## EXTRACTED RECORDS
------------------------------

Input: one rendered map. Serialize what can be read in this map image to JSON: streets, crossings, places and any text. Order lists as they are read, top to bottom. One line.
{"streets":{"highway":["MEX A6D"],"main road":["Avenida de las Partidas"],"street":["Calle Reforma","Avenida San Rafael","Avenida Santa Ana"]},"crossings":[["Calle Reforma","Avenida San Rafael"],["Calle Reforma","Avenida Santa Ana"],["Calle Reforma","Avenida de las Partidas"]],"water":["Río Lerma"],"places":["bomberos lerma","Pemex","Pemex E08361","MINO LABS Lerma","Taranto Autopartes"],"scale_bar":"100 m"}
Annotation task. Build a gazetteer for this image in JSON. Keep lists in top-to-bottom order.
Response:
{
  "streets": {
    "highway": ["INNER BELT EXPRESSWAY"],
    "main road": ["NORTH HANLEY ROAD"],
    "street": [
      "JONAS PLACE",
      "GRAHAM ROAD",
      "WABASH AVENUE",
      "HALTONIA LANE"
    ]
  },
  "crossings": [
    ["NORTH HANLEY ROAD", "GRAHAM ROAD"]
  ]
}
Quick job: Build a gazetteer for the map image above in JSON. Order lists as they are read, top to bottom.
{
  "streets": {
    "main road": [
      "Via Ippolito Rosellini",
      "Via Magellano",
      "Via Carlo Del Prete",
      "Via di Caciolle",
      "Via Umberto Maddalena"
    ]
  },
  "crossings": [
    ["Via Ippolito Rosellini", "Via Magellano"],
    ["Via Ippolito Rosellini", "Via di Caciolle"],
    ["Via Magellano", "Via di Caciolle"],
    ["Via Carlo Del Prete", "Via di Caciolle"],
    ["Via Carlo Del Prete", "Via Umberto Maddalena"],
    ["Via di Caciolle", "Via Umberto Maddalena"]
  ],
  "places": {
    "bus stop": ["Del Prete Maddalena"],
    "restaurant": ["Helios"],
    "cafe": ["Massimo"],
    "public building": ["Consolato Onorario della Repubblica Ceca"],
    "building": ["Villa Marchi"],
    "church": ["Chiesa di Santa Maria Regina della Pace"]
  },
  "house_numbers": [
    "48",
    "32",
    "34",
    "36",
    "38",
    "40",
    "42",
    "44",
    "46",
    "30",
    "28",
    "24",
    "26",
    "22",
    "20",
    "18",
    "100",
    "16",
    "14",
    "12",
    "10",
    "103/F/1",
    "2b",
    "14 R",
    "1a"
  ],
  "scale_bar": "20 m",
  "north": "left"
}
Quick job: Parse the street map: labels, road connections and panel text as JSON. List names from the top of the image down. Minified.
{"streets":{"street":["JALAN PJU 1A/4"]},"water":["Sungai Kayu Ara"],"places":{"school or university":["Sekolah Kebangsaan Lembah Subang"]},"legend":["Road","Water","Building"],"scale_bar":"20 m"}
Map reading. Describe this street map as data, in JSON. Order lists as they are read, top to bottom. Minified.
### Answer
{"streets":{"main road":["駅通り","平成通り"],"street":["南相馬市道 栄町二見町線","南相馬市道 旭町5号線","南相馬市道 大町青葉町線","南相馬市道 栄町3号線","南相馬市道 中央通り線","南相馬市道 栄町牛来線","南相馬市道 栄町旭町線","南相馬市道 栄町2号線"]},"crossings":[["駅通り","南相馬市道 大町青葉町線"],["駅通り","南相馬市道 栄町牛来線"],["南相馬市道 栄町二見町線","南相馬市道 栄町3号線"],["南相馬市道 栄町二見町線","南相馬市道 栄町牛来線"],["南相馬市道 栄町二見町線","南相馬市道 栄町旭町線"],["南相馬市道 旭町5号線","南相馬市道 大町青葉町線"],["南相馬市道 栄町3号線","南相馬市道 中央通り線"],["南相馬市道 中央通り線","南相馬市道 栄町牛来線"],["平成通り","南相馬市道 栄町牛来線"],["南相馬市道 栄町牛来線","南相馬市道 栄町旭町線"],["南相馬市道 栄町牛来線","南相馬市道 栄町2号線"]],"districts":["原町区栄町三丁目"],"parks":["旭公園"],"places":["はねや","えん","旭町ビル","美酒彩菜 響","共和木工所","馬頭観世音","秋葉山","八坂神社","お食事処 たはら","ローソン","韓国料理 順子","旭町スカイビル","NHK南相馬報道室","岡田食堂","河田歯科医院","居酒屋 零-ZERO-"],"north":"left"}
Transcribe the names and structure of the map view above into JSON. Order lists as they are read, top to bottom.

------------------------------

## WHAT IS REQUIRED
Write out every record exactly as it appears above.

## REPLY
Input: one rendered map. Serialize what can be read in this map image to JSON: streets, crossings, places and any text. Order lists as they are read, top to bottom. One line.
{"streets":{"highway":["MEX A6D"],"main road":["Avenida de las Partidas"],"street":["Calle Reforma","Avenida San Rafael","Avenida Santa Ana"]},"crossings":[["Calle Reforma","Avenida San Rafael"],["Calle Reforma","Avenida Santa Ana"],["Calle Reforma","Avenida de las Partidas"]],"water":["Río Lerma"],"places":["bomberos lerma","Pemex","Pemex E08361","MINO LABS Lerma","Taranto Autopartes"],"scale_bar":"100 m"}
Annotation task. Build a gazetteer for this image in JSON. Keep lists in top-to-bottom order.
Response:
{
  "streets": {
    "highway": ["INNER BELT EXPRESSWAY"],
    "main road": ["NORTH HANLEY ROAD"],
    "street": [
      "JONAS PLACE",
      "GRAHAM ROAD",
      "WABASH AVENUE",
      "HALTONIA LANE"
    ]
  },
  "crossings": [
    ["NORTH HANLEY ROAD", "GRAHAM ROAD"]
  ]
}
Quick job: Build a gazetteer for the map image above in JSON. Order lists as they are read, top to bottom.
{
  "streets": {
    "main road": [
      "Via Ippolito Rosellini",
      "Via Magellano",
      "Via Carlo Del Prete",
      "Via di Caciolle",
      "Via Umberto Maddalena"
    ]
  },
  "crossings": [
    ["Via Ippolito Rosellini", "Via Magellano"],
    ["Via Ippolito Rosellini", "Via di Caciolle"],
    ["Via Magellano", "Via di Caciolle"],
    ["Via Carlo Del Prete", "Via di Caciolle"],
    ["Via Carlo Del Prete", "Via Umberto Maddalena"],
    ["Via di Caciolle", "Via Umberto Maddalena"]
  ],
  "places": {
    "bus stop": ["Del Prete Maddalena"],
    "restaurant": ["Helios"],
    "cafe": ["Massimo"],
    "public building": ["Consolato Onorario della Repubblica Ceca"],
    "building": ["Villa Marchi"],
    "church": ["Chiesa di Santa Maria Regina della Pace"]
  },
  "house_numbers": [
    "48",
    "32",
    "34",
    "36",
    "38",
    "40",
    "42",
    "44",
    "46",
    "30",
    "28",
    "24",
    "26",
    "22",
    "20",
    "18",
    "100",
    "16",
    "14",
    "12",
    "10",
    "103/F/1",
    "2b",
    "14 R",
    "1a"
  ],
  "scale_bar": "20 m",
  "north": "left"
}
Quick job: Parse the street map: labels, road connections and panel text as JSON. List names from the top of the image down. Minified.
{"streets":{"street":["JALAN PJU 1A/4"]},"water":["Sungai Kayu Ara"],"places":{"school or university":["Sekolah Kebangsaan Lembah Subang"]},"legend":["Road","Water","Building"],"scale_bar":"20 m"}
Map reading. Describe this street map as data, in JSON. Order lists as they are read, top to bottom. Minified.
### Answer
{"streets":{"main road":["駅通り","平成通り"],"street":["南相馬市道 栄町二見町線","南相馬市道 旭町5号線","南相馬市道 大町青葉町線","南相馬市道 栄町3号線","南相馬市道 中央通り線","南相馬市道 栄町牛来線","南相馬市道 栄町旭町線","南相馬市道 栄町2号線"]},"crossings":[["駅通り","南相馬市道 大町青葉町線"],["駅通り","南相馬市道 栄町牛来線"],["南相馬市道 栄町二見町線","南相馬市道 栄町3号線"],["南相馬市道 栄町二見町線","南相馬市道 栄町牛来線"],["南相馬市道 栄町二見町線","南相馬市道 栄町旭町線"],["南相馬市道 旭町5号線","南相馬市道 大町青葉町線"],["南相馬市道 栄町3号線","南相馬市道 中央通り線"],["南相馬市道 中央通り線","南相馬市道 栄町牛来線"],["平成通り","南相馬市道 栄町牛来線"],["南相馬市道 栄町牛来線","南相馬市道 栄町旭町線"],["南相馬市道 栄町牛来線","南相馬市道 栄町2号線"]],"districts":["原町区栄町三丁目"],"parks":["旭公園"],"places":["はねや","えん","旭町ビル","美酒彩菜 響","共和木工所","馬頭観世音","秋葉山","八坂神社","お食事処 たはら","ローソン","韓国料理 順子","旭町スカイビル","NHK南相馬報道室","岡田食堂","河田歯科医院","居酒屋 零-ZERO-"],"north":"left"}
Transcribe the names and structure of the map view above into JSON. Order lists as they are read, top to bottom.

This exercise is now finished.